=== PROBLEM STATEMENT ===
Output exactly, with nothing added, the entries from the first line through the line with "height:12px; margin:-6px; padding:0".

(Records excerpted from a collection)
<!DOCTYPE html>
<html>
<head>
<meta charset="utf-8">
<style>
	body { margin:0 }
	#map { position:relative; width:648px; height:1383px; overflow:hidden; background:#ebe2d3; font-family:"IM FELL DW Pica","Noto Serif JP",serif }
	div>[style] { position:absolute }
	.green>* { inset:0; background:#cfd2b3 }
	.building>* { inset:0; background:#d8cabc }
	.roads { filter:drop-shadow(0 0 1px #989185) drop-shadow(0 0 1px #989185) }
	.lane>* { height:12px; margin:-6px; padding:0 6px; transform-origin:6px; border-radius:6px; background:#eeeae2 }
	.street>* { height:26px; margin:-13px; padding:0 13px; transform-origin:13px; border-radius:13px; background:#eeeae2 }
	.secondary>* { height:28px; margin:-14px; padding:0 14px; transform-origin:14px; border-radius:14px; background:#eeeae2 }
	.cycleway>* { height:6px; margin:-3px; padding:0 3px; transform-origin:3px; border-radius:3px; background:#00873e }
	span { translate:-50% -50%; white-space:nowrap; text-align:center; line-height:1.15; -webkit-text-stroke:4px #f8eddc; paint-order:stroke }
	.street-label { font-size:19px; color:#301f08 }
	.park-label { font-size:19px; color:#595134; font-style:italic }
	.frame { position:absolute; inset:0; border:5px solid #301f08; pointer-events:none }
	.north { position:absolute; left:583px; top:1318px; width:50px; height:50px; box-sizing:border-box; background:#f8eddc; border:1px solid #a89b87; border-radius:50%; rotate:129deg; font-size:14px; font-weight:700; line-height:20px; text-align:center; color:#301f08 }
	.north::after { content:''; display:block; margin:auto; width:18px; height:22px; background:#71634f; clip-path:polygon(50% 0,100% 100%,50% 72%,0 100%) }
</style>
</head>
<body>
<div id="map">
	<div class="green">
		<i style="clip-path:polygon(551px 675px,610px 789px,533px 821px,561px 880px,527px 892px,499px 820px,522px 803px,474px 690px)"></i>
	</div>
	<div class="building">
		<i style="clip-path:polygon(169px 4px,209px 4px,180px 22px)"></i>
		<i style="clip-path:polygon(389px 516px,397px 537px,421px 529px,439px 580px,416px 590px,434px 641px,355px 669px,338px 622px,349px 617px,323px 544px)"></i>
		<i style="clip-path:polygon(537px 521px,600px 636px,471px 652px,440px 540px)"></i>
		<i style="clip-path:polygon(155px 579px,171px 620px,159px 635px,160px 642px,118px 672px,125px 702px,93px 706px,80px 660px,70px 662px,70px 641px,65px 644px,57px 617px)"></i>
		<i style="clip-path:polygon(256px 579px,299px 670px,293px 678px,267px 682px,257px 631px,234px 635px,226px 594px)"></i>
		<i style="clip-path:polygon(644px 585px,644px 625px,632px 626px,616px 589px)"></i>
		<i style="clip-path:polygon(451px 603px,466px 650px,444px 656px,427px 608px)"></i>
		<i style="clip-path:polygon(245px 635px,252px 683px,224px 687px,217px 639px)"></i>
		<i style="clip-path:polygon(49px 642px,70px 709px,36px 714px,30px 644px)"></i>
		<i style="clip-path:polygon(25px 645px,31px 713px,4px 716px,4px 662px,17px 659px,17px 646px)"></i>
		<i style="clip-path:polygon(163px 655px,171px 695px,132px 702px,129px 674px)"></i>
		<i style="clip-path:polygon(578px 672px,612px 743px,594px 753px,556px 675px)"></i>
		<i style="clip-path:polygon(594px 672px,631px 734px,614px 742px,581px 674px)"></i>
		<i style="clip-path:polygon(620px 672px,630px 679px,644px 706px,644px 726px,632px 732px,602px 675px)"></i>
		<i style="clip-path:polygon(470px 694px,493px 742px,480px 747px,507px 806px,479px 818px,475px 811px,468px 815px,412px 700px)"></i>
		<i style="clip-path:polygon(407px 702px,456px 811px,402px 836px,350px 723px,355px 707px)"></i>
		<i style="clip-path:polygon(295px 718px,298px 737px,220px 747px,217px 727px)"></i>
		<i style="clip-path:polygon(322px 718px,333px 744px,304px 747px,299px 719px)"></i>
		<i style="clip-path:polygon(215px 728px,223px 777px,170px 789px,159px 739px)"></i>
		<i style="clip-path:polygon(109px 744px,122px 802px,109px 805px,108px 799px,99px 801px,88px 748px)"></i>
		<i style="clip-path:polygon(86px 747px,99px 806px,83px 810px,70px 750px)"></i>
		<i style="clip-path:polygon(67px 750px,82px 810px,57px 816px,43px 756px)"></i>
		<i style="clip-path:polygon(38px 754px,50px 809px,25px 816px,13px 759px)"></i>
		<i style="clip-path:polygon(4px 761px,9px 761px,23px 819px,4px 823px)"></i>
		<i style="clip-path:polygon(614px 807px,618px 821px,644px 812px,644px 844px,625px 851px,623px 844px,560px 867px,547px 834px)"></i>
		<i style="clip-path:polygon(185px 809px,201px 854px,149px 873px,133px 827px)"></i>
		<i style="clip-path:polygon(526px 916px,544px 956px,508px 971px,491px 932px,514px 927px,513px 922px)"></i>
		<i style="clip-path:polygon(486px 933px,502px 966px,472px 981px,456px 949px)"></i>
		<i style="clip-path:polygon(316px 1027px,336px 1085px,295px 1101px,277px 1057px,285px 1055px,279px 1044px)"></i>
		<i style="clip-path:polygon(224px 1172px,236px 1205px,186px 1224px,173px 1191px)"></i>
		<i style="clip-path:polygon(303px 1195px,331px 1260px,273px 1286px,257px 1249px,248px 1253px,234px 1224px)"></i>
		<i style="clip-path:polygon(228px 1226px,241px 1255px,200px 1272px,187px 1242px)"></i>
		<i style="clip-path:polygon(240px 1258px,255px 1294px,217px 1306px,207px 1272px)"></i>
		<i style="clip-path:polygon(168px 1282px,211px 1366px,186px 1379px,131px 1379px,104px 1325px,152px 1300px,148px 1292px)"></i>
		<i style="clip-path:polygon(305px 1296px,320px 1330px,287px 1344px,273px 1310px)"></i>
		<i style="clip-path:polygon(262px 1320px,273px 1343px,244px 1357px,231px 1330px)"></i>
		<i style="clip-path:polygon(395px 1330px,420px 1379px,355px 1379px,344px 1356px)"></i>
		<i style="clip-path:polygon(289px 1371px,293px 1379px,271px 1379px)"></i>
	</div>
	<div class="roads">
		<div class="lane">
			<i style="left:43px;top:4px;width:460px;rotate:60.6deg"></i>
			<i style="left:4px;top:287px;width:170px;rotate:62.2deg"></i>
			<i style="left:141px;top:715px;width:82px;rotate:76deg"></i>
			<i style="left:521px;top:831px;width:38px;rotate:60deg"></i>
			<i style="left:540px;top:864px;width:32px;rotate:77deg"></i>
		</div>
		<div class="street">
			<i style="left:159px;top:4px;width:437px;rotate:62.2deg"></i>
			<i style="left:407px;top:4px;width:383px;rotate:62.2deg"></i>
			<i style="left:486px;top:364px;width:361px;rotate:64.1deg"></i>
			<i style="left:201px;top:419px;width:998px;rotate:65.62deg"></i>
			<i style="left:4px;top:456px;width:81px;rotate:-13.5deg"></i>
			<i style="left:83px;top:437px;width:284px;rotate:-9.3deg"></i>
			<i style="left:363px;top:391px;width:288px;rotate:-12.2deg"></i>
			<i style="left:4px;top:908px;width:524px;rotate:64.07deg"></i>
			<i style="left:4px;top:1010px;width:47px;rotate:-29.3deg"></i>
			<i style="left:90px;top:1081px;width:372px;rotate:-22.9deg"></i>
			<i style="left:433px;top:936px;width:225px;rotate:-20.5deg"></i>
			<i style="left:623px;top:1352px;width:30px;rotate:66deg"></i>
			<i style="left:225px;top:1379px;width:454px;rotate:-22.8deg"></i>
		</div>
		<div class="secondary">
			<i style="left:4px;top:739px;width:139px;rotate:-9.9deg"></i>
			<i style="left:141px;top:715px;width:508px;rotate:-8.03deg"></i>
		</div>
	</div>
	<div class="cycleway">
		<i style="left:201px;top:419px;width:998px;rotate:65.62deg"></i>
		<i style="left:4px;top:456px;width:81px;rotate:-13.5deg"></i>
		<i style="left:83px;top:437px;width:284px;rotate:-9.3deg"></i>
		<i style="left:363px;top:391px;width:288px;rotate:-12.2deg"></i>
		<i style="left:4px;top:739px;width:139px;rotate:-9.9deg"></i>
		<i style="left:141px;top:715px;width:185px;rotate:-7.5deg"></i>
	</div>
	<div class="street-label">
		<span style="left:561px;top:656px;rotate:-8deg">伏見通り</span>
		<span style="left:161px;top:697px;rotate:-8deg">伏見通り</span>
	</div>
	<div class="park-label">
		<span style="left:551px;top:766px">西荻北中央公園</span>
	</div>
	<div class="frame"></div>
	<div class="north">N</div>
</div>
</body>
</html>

=== RESPONSE ===
<!DOCTYPE html>
<html>
<head>
<meta charset="utf-8">
<style>
	body { margin:0 }
	#map { position:relative; width:648px; height:1383px; overflow:hidden; background:#ebe2d3; font-family:"IM FELL DW Pica","Noto Serif JP",serif }
	div>[style] { position:absolute }
	.green>* { inset:0; background:#cfd2b3 }
	.building>* { inset:0; background:#d8cabc }
	.roads { filter:drop-shadow(0 0 1px #989185) drop-shadow(0 0 1px #989185) }
	.lane>* { height:12px; margin:-6px; padding:0 6px; transform-origin:6px; border-radius:6px; background:#eeeae2 }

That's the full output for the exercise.